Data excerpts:
★ ★ ★ ★
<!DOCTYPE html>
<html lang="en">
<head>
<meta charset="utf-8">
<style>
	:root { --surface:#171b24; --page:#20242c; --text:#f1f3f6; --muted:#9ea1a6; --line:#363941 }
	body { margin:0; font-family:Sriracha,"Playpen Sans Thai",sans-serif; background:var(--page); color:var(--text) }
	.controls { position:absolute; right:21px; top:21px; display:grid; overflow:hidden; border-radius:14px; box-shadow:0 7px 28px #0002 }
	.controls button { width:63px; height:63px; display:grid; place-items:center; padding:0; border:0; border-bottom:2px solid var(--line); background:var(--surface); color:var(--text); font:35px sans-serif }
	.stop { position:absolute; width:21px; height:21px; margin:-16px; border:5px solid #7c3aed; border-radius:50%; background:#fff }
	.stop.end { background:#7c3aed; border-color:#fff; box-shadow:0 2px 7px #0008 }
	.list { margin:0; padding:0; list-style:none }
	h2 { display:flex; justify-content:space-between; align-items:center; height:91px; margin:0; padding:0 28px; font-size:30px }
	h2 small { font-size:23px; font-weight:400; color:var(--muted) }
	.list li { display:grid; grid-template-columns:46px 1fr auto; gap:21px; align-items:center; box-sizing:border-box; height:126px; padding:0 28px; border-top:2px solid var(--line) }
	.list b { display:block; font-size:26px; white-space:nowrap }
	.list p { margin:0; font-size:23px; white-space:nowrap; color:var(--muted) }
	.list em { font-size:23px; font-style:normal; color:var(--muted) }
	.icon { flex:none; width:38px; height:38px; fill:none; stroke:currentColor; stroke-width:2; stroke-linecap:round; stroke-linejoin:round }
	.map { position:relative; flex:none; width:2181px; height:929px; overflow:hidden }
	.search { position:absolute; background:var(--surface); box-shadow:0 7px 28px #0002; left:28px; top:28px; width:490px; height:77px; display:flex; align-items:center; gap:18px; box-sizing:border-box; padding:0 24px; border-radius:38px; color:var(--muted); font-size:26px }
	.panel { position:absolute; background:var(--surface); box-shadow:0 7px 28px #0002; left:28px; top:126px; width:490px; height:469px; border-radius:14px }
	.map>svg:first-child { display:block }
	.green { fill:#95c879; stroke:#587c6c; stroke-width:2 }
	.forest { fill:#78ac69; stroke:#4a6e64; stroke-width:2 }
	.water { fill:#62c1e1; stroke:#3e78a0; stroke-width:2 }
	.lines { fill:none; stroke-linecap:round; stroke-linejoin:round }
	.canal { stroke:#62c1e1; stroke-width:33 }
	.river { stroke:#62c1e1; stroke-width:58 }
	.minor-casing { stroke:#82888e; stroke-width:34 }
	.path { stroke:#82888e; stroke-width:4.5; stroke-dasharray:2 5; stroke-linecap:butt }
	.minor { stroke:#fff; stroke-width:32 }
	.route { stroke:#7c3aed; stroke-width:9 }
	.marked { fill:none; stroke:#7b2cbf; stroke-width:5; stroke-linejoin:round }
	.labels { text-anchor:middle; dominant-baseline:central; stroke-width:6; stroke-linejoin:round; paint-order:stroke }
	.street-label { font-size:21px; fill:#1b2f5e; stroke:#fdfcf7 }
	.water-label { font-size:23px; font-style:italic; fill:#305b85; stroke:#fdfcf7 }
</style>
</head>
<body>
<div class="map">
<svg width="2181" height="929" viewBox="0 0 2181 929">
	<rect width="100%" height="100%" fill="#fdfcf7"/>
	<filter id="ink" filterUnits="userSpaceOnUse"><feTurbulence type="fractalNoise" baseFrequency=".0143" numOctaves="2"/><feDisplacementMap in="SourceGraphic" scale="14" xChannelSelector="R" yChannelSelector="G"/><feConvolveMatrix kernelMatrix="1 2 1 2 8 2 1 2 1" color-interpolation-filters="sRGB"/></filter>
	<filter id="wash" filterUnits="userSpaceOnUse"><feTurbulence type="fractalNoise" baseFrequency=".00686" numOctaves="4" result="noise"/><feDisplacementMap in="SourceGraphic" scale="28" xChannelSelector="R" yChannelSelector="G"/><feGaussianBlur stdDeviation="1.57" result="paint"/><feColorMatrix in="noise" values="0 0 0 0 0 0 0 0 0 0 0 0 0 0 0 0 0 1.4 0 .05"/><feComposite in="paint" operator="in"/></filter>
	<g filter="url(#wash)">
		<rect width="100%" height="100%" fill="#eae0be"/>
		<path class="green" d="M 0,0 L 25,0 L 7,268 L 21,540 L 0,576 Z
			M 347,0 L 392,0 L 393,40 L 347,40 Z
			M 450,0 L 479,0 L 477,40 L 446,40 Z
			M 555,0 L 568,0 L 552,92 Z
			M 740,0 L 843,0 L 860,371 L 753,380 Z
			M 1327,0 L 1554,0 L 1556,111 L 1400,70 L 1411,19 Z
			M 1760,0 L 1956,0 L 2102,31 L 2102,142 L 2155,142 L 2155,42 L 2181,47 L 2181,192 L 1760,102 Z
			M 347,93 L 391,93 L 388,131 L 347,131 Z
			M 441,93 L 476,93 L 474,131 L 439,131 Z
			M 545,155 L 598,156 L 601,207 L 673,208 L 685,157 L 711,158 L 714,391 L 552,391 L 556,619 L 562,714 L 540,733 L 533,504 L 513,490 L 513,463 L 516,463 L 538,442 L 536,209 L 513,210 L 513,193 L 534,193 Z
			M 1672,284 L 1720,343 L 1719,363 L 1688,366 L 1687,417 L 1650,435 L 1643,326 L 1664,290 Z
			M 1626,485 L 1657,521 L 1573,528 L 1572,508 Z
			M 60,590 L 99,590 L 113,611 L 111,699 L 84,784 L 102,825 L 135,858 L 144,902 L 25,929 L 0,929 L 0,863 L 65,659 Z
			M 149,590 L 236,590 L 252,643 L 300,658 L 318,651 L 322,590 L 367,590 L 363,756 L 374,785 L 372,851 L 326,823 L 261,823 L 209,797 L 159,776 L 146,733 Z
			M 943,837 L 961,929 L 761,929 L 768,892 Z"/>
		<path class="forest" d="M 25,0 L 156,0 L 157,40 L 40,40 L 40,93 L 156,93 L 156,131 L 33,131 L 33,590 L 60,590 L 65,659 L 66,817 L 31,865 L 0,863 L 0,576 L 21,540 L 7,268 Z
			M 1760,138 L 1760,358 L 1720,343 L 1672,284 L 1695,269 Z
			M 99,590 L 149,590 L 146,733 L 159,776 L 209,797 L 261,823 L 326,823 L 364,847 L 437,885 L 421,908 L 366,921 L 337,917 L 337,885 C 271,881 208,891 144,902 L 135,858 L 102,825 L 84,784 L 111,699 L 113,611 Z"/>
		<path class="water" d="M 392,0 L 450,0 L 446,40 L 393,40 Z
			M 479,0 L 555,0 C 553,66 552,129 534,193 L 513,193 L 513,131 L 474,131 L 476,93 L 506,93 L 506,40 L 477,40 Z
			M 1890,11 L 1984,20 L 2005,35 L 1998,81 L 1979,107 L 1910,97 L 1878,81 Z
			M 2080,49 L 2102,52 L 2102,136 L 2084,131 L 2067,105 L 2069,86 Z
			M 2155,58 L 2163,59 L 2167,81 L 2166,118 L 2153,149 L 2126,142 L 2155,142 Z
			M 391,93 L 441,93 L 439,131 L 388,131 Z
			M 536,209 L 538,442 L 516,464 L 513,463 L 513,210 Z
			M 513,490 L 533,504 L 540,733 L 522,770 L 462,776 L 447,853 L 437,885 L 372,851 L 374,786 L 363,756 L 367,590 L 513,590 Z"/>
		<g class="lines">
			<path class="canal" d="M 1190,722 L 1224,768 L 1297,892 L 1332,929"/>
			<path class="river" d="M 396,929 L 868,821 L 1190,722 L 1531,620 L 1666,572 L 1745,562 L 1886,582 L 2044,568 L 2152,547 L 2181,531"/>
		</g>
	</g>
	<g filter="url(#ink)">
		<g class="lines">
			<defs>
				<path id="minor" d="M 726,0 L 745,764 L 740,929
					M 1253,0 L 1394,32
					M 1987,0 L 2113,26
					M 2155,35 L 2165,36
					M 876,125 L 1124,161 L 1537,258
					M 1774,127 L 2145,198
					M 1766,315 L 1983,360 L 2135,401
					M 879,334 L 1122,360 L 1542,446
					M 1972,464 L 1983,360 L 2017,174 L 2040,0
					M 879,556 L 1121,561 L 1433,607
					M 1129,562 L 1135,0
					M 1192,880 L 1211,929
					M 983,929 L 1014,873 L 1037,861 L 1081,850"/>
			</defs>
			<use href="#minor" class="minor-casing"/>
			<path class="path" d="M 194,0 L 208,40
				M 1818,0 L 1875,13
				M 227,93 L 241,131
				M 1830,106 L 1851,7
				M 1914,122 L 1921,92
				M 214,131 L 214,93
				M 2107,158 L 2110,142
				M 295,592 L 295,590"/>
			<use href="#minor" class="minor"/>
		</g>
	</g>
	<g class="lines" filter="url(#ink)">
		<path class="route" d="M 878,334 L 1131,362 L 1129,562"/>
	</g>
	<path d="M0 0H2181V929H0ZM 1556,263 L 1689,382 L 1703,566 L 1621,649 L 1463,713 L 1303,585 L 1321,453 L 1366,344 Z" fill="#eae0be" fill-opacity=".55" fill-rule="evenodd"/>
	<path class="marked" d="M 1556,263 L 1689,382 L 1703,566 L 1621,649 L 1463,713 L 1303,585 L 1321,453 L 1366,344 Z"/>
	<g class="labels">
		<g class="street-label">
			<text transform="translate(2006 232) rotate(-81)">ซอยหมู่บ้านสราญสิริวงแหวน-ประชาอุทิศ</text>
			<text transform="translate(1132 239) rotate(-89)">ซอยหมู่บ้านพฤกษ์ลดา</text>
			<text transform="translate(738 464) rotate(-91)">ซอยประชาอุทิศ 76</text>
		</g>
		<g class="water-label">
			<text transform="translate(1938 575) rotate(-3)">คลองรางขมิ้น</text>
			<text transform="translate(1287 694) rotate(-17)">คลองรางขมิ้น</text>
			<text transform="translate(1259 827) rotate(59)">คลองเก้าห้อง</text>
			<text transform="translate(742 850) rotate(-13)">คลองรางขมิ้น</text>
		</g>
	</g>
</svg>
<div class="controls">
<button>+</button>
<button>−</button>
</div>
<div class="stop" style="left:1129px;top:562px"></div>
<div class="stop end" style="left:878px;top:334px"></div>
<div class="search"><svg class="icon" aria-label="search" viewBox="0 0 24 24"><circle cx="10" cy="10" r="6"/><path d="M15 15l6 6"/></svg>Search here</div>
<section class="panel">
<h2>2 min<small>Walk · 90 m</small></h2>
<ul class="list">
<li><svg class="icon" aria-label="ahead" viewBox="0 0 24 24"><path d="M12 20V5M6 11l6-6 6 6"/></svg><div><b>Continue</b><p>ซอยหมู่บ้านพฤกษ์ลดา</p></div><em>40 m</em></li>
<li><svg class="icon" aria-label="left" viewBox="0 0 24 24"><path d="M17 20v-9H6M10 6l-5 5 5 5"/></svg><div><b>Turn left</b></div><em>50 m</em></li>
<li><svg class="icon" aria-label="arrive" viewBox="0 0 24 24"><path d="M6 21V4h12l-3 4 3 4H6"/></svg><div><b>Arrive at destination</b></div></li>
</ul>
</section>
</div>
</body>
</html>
★ ★ ★ ★
TASK INSTRUCTIONS
State the count of lines above containing the string "grid", and add nothing to it.

TASK RESPONSE
3